Study material Start Marker
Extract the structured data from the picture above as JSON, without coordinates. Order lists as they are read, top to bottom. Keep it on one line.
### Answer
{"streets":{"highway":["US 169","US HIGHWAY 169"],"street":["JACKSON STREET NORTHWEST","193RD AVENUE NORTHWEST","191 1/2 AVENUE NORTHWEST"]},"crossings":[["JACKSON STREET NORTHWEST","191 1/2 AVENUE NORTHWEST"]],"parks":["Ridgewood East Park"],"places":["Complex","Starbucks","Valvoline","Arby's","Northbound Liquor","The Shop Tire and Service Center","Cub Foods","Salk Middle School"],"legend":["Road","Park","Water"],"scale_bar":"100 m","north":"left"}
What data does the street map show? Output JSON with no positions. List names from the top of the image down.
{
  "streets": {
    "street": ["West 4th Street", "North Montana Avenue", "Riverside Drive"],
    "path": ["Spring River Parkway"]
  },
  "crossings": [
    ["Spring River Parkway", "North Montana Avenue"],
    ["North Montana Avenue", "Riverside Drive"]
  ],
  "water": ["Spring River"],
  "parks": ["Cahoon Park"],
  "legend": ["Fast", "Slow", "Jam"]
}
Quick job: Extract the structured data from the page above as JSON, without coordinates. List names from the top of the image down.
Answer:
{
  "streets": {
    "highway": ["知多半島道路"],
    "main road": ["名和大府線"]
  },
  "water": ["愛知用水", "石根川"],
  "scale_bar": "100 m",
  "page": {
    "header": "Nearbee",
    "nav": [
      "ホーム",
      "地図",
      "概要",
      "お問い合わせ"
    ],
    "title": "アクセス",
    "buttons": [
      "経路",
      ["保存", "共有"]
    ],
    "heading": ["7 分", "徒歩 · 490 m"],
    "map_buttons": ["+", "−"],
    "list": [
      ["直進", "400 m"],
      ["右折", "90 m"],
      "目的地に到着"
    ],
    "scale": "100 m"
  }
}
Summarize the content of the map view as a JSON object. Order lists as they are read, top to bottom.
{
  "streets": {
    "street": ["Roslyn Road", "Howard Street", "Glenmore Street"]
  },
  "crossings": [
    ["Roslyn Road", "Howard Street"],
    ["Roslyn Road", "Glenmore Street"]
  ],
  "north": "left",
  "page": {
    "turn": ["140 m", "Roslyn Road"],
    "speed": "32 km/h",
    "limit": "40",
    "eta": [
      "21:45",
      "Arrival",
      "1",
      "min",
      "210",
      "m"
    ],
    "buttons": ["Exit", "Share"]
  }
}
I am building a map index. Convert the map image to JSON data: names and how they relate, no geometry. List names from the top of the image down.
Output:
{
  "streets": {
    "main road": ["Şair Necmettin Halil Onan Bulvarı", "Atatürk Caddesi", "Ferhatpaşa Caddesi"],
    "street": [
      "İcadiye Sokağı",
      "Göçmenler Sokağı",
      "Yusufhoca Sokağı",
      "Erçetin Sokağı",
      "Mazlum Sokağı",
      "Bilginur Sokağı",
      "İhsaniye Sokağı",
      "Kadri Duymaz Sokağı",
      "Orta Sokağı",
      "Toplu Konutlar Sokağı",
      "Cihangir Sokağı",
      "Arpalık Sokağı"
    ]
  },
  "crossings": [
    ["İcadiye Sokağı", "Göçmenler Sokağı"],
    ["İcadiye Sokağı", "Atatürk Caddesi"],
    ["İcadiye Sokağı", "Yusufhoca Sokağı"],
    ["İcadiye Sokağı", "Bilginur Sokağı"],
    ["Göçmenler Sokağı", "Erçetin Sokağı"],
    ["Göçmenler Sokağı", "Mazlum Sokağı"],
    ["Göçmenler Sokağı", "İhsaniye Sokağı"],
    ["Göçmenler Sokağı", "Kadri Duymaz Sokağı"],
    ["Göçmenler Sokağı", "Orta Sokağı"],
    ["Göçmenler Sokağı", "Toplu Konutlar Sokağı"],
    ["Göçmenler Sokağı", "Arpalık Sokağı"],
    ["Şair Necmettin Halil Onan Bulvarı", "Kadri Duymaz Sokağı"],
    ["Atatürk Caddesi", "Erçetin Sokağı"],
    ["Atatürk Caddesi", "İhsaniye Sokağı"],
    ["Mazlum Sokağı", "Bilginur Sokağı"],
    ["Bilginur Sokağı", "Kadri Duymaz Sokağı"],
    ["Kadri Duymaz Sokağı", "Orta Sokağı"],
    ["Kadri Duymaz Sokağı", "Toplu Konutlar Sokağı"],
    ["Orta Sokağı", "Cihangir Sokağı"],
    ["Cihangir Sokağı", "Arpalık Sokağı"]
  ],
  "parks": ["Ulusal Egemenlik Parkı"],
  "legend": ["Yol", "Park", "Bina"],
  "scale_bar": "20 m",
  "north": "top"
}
Study material End Marker
§ **Directions for this task**: Write every entry out again, exactly as it stands.

§ **Expected answer**:
Extract the structured data from the picture above as JSON, without coordinates. Order lists as they are read, top to bottom. Keep it on one line.
### Answer
{"streets":{"highway":["US 169","US HIGHWAY 169"],"street":["JACKSON STREET NORTHWEST","193RD AVENUE NORTHWEST","191 1/2 AVENUE NORTHWEST"]},"crossings":[["JACKSON STREET NORTHWEST","191 1/2 AVENUE NORTHWEST"]],"parks":["Ridgewood East Park"],"places":["Complex","Starbucks","Valvoline","Arby's","Northbound Liquor","The Shop Tire and Service Center","Cub Foods","Salk Middle School"],"legend":["Road","Park","Water"],"scale_bar":"100 m","north":"left"}
What data does the street map show? Output JSON with no positions. List names from the top of the image down.
{
  "streets": {
    "street": ["West 4th Street", "North Montana Avenue", "Riverside Drive"],
    "path": ["Spring River Parkway"]
  },
  "crossings": [
    ["Spring River Parkway", "North Montana Avenue"],
    ["North Montana Avenue", "Riverside Drive"]
  ],
  "water": ["Spring River"],
  "parks": ["Cahoon Park"],
  "legend": ["Fast", "Slow", "Jam"]
}
Quick job: Extract the structured data from the page above as JSON, without coordinates. List names from the top of the image down.
Answer:
{
  "streets": {
    "highway": ["知多半島道路"],
    "main road": ["名和大府線"]
  },
  "water": ["愛知用水", "石根川"],
  "scale_bar": "100 m",
  "page": {
    "header": "Nearbee",
    "nav": [
      "ホーム",
      "地図",
      "概要",
      "お問い合わせ"
    ],
    "title": "アクセス",
    "buttons": [
      "経路",
      ["保存", "共有"]
    ],
    "heading": ["7 分", "徒歩 · 490 m"],
    "map_buttons": ["+", "−"],
    "list": [
      ["直進", "400 m"],
      ["右折", "90 m"],
      "目的地に到着"
    ],
    "scale": "100 m"
  }
}
Summarize the content of the map view as a JSON object. Order lists as they are read, top to bottom.
{
  "streets": {
    "street": ["Roslyn Road", "Howard Street", "Glenmore Street"]
  },
  "crossings": [
    ["Roslyn Road", "Howard Street"],
    ["Roslyn Road", "Glenmore Street"]
  ],
  "north": "left",
  "page": {
    "turn": ["140 m", "Roslyn Road"],
    "speed": "32 km/h",
    "limit": "40",
    "eta": [
      "21:45",
      "Arrival",
      "1",
      "min",
      "210",
      "m"
    ],
    "buttons": ["Exit", "Share"]
  }
}
I am building a map index. Convert the map image to JSON data: names and how they relate, no geometry. List names from the top of the image down.
Output:
{
  "streets": {
    "main road": ["Şair Necmettin Halil Onan Bulvarı", "Atatürk Caddesi", "Ferhatpaşa Caddesi"],
    "street": [
      "İcadiye Sokağı",
      "Göçmenler Sokağı",
      "Yusufhoca Sokağı",
      "Erçetin Sokağı",
      "Mazlum Sokağı",
      "Bilginur Sokağı",
      "İhsaniye Sokağı",
      "Kadri Duymaz Sokağı",
      "Orta Sokağı",
      "Toplu Konutlar Sokağı",
      "Cihangir Sokağı",
      "Arpalık Sokağı"
    ]
  },
  "crossings": [
    ["İcadiye Sokağı", "Göçmenler Sokağı"],
    ["İcadiye Sokağı", "Atatürk Caddesi"],
    ["İcadiye Sokağı", "Yusufhoca Sokağı"],
    ["İcadiye Sokağı", "Bilginur Sokağı"],
    ["Göçmenler Sokağı", "Erçetin Sokağı"],
    ["Göçmenler Sokağı", "Mazlum Sokağı"],
    ["Göçmenler Sokağı", "İhsaniye Sokağı"],
    ["Göçmenler Sokağı", "Kadri Duymaz Sokağı"],
    ["Göçmenler Sokağı", "Orta Sokağı"],
    ["Göçmenler Sokağı", "Toplu Konutlar Sokağı"],
    ["Göçmenler Sokağı", "Arpalık Sokağı"],
    ["Şair Necmettin Halil Onan Bulvarı", "Kadri Duymaz Sokağı"],
    ["Atatürk Caddesi", "Erçetin Sokağı"],
    ["Atatürk Caddesi", "İhsaniye Sokağı"],
    ["Mazlum Sokağı", "Bilginur Sokağı"],
    ["Bilginur Sokağı", "Kadri Duymaz Sokağı"],
    ["Kadri Duymaz Sokağı", "Orta Sokağı"],
    ["Kadri Duymaz Sokağı", "Toplu Konutlar Sokağı"],
    ["Orta Sokağı", "Cihangir Sokağı"],
    ["Cihangir Sokağı", "Arpalık Sokağı"]
  ],
  "parks": ["Ulusal Egemenlik Parkı"],
  "legend": ["Yol", "Park", "Bina"],
  "scale_bar": "20 m",
  "north": "top"
}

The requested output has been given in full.